I looked at various Mathematica functions where Insert seemed the candidate to use, now

 Insert[{{1,1},{2,2},{3,3},{4,4},{5,5}},{{100,100}, {200,200}},3] 

returns

 {{1, 1}, {2, 2}, {{100, 100}, {200, 200}}, {3, 3}, {4, 4}, {5, 5}}

note the extra braces around

 {100, 100}, {200, 200}

Inspired by this question/answers I created insertM.

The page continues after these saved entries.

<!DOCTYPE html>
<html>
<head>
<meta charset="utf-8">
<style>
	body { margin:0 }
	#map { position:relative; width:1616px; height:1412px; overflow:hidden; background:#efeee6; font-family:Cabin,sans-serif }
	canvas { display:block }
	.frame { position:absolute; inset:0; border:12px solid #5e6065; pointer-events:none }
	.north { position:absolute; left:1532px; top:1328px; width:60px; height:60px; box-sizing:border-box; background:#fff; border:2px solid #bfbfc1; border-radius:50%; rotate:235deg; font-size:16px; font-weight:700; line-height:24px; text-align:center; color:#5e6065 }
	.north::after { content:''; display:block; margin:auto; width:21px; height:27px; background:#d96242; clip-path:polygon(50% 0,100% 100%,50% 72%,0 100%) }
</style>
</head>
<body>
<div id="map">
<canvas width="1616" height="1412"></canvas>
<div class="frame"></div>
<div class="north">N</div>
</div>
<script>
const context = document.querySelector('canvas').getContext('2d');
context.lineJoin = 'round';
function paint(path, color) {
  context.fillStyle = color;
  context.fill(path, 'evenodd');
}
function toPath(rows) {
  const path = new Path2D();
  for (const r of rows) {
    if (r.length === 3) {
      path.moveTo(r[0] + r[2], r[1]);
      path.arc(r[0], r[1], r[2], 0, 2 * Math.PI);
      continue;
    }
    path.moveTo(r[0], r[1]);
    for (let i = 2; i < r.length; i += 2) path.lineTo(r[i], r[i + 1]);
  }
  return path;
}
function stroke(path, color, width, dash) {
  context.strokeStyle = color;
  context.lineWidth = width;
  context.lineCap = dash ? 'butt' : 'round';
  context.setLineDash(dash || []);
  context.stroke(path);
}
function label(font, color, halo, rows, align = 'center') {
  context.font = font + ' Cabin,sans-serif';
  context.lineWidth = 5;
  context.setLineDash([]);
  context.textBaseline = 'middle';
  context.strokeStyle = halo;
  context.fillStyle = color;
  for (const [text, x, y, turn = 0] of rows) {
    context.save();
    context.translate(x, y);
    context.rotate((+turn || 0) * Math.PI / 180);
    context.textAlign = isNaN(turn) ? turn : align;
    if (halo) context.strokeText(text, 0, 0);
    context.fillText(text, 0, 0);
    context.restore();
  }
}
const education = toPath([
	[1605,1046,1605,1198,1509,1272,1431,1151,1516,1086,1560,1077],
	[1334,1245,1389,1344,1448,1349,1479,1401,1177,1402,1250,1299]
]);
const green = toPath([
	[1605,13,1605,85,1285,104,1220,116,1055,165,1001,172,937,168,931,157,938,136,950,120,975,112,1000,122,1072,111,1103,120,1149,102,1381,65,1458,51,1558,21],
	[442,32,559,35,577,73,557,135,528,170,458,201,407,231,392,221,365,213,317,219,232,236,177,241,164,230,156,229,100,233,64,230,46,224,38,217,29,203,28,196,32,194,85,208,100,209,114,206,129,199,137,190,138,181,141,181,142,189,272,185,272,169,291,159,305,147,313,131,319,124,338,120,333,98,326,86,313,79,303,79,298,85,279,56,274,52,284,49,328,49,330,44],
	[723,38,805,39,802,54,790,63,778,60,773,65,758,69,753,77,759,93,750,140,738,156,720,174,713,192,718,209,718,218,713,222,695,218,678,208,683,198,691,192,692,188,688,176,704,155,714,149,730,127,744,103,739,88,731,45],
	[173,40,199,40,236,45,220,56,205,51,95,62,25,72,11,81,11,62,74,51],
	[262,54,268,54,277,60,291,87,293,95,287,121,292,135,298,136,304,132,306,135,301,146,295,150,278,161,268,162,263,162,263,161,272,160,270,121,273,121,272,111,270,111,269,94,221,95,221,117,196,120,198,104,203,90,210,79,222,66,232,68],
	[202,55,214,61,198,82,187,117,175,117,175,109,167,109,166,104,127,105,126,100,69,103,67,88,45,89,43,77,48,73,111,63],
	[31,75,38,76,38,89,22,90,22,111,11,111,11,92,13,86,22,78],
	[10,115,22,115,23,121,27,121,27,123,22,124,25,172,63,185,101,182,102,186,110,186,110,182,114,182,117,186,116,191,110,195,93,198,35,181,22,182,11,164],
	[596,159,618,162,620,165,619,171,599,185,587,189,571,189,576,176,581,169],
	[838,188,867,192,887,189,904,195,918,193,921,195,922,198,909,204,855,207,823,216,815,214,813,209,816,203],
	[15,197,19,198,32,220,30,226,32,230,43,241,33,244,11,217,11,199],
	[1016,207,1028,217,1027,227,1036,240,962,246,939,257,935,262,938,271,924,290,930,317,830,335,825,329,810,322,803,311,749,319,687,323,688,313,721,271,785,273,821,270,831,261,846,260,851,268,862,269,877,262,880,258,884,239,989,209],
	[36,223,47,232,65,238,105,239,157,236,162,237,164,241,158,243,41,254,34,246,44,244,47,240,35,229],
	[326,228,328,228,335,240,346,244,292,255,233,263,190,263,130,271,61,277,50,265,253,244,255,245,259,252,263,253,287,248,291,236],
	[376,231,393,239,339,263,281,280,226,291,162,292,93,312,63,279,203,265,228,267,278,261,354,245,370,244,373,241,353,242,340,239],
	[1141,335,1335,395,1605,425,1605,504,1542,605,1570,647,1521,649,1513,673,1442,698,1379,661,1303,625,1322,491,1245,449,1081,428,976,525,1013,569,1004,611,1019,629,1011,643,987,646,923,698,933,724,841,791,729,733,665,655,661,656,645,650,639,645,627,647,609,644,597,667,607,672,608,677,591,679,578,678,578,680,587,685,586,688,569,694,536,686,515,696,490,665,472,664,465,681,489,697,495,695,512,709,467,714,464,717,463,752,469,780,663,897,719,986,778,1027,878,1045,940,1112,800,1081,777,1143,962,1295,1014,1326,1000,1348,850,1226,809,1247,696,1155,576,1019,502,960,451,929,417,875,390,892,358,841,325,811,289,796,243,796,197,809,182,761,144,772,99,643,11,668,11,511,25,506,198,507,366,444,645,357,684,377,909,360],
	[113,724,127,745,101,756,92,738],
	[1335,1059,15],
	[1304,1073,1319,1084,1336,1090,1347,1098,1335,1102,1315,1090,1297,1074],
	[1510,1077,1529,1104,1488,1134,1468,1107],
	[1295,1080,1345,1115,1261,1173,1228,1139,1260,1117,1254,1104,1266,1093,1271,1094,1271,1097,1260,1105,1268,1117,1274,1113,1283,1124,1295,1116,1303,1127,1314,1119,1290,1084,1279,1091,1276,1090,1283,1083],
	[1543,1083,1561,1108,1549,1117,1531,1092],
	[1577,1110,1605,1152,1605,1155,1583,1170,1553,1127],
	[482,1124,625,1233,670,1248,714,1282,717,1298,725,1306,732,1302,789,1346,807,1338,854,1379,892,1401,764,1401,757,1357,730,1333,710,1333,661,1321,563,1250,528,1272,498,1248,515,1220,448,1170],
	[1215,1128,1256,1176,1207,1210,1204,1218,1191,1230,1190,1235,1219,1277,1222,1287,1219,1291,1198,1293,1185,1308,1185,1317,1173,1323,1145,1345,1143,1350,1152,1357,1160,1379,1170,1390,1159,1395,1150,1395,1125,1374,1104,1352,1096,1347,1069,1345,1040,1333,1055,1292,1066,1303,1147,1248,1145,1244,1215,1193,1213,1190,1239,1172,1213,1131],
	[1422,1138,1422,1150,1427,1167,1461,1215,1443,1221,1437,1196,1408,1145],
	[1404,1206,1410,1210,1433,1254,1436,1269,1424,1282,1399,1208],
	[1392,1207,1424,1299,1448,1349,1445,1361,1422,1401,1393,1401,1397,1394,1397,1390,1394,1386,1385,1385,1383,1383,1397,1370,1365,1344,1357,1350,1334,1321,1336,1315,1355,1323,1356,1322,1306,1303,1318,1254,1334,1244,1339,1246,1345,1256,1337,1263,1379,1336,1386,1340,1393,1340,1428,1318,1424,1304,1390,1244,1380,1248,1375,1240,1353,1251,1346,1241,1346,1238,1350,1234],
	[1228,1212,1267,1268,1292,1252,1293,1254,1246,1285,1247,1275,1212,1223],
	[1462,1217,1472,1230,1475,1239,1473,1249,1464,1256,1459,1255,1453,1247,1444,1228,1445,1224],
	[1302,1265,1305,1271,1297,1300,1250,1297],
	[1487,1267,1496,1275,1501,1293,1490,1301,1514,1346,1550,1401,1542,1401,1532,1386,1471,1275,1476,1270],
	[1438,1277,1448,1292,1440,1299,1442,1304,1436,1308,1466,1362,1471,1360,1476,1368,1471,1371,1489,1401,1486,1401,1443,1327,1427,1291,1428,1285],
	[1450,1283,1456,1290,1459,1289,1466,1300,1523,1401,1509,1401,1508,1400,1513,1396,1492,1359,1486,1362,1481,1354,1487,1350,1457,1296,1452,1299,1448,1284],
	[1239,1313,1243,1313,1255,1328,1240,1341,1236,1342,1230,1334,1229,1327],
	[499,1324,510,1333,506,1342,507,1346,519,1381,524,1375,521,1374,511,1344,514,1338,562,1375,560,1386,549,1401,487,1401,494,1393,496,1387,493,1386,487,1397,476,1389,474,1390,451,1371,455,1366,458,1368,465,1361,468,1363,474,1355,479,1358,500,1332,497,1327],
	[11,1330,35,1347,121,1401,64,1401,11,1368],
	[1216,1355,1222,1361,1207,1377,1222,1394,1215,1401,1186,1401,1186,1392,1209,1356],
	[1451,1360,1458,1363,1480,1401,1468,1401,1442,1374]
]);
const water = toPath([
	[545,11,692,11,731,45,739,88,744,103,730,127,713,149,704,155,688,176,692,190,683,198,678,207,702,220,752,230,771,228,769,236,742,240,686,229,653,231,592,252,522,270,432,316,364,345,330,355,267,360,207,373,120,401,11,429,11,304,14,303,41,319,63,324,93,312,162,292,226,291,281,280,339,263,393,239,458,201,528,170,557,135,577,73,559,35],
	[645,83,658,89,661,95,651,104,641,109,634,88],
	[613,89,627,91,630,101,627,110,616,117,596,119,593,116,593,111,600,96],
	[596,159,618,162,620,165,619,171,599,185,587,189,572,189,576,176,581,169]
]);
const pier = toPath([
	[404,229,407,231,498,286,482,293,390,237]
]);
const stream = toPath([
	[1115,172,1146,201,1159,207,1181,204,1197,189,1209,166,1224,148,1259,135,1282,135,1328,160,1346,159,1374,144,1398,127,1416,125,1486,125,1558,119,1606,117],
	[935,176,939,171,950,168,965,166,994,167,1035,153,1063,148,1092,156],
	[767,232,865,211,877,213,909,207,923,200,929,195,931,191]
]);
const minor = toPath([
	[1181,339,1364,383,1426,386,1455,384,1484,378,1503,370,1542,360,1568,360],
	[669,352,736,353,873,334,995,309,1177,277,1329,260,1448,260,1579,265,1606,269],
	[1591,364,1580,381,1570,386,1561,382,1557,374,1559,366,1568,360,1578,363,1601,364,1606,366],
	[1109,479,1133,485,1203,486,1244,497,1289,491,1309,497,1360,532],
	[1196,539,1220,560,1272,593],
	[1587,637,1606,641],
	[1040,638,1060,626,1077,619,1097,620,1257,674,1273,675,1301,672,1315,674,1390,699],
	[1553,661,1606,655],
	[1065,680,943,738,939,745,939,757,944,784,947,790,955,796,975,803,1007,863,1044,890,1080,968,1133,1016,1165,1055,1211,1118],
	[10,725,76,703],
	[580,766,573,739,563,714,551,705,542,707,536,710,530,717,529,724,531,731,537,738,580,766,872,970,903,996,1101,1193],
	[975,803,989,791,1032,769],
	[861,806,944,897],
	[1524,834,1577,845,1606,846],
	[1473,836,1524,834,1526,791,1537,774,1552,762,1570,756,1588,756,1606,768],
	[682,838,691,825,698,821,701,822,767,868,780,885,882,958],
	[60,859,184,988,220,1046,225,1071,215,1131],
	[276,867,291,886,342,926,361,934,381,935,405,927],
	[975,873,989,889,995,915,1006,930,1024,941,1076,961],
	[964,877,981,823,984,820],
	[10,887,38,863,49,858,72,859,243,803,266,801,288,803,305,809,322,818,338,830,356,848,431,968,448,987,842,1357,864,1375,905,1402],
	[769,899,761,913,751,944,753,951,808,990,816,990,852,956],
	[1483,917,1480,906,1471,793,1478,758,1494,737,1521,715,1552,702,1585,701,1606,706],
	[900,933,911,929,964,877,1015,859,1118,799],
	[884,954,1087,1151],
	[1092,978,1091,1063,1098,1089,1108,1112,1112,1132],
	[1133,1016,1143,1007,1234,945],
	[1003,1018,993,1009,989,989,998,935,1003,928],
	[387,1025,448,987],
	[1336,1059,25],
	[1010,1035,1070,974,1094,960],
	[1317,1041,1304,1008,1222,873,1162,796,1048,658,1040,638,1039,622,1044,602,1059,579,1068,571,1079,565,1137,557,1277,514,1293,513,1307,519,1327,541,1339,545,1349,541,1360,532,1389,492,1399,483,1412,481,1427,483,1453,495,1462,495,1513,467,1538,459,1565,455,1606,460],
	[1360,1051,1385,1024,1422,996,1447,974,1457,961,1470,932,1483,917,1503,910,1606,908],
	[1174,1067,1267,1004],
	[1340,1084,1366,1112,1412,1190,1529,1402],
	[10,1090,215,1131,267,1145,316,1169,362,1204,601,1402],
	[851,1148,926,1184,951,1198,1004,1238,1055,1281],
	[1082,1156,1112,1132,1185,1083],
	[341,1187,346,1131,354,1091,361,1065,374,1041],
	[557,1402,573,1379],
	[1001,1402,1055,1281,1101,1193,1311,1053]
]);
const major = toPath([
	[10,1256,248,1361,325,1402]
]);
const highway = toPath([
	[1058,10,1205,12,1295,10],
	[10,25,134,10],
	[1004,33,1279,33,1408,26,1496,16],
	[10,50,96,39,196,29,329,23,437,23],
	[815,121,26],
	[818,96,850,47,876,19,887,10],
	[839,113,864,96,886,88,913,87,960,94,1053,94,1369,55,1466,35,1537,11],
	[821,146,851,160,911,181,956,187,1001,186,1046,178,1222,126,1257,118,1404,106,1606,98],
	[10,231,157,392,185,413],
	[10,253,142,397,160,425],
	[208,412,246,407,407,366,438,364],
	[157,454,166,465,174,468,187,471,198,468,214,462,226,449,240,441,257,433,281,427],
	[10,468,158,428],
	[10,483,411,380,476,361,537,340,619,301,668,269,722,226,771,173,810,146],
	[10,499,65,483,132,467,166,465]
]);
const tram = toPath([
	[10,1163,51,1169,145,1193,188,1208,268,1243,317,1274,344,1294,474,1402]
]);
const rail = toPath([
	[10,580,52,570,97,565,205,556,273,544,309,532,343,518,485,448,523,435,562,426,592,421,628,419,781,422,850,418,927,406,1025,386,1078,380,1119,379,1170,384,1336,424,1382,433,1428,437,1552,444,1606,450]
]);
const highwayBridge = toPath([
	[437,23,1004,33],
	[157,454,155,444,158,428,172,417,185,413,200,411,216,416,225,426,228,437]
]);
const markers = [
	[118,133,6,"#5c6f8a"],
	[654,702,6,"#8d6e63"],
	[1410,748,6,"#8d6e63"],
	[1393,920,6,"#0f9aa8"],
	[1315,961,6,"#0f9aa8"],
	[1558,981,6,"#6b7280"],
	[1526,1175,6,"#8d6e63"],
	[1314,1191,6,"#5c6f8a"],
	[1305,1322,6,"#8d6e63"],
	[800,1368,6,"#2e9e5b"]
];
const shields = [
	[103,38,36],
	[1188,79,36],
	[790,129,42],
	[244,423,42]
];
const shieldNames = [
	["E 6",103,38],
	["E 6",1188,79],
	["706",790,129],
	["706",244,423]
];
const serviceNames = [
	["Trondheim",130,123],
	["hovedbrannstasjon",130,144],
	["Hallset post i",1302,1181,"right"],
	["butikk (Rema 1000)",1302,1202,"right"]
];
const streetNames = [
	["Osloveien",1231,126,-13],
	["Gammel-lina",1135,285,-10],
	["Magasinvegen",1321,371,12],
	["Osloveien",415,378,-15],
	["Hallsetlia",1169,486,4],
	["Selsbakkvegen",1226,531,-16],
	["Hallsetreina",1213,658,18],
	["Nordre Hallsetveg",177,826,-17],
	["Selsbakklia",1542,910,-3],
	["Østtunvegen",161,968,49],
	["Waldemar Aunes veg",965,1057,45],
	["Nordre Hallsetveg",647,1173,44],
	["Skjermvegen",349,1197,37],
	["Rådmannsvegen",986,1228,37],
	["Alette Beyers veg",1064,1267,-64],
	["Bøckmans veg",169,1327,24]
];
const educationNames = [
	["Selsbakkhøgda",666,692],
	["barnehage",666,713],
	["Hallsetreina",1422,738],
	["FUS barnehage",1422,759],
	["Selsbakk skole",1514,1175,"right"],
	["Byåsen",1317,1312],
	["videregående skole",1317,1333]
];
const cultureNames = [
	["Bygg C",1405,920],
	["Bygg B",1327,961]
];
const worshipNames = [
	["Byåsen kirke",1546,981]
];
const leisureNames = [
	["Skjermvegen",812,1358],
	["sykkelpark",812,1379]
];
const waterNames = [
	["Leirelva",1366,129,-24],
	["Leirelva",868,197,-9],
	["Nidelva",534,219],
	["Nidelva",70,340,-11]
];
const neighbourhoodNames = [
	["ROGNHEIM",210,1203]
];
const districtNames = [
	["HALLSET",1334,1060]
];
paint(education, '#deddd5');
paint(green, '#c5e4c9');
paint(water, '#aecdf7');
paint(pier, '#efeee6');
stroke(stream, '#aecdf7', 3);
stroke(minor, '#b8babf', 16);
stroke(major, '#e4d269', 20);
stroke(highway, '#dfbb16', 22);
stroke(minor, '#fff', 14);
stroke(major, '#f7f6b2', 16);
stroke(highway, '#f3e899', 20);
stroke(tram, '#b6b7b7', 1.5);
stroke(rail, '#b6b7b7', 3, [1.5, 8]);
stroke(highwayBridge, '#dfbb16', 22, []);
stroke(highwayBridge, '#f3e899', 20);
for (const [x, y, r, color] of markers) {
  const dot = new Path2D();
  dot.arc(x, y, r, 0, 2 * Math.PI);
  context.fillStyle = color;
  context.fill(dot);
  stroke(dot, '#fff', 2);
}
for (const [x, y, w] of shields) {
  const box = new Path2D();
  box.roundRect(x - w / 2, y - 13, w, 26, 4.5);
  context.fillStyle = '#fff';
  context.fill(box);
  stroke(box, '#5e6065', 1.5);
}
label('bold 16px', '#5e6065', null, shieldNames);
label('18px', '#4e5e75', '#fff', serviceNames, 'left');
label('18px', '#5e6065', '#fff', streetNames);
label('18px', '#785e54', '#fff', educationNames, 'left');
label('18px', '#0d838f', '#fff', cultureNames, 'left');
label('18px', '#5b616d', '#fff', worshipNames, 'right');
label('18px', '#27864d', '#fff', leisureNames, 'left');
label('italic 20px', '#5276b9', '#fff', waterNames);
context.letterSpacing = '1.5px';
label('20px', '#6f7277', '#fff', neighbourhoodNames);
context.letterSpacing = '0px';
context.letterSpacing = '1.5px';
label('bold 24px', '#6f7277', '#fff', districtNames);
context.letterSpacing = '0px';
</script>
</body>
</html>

 insertM[list_, values_, at_] := Module[{i = 0},
   Insert[list, "mark", Array[{at} &, Length[values]]] /. "mark" :> (++i; values[[i]])]

which gives

 insertM[{{1, 1}, {2, 2}, {3, 3}, {4, 4}, {5, 5}}, {{100, 100}, {200, 200}}, 3]
 {{1, 1}, {2, 2}, {100, 100}, {200, 200}, {3, 3}, {4, 4}, {5, 5}}

Although insertM does the job, I have this ' there must be a better way ' feeling.

Now my question(s): Is there a Mathematica function that performs my requirement? If not, is there a better function then insertM to do this? In better I rank beautiful code (short, functional) highest unless it is significantly slower than a less beautiful alternative.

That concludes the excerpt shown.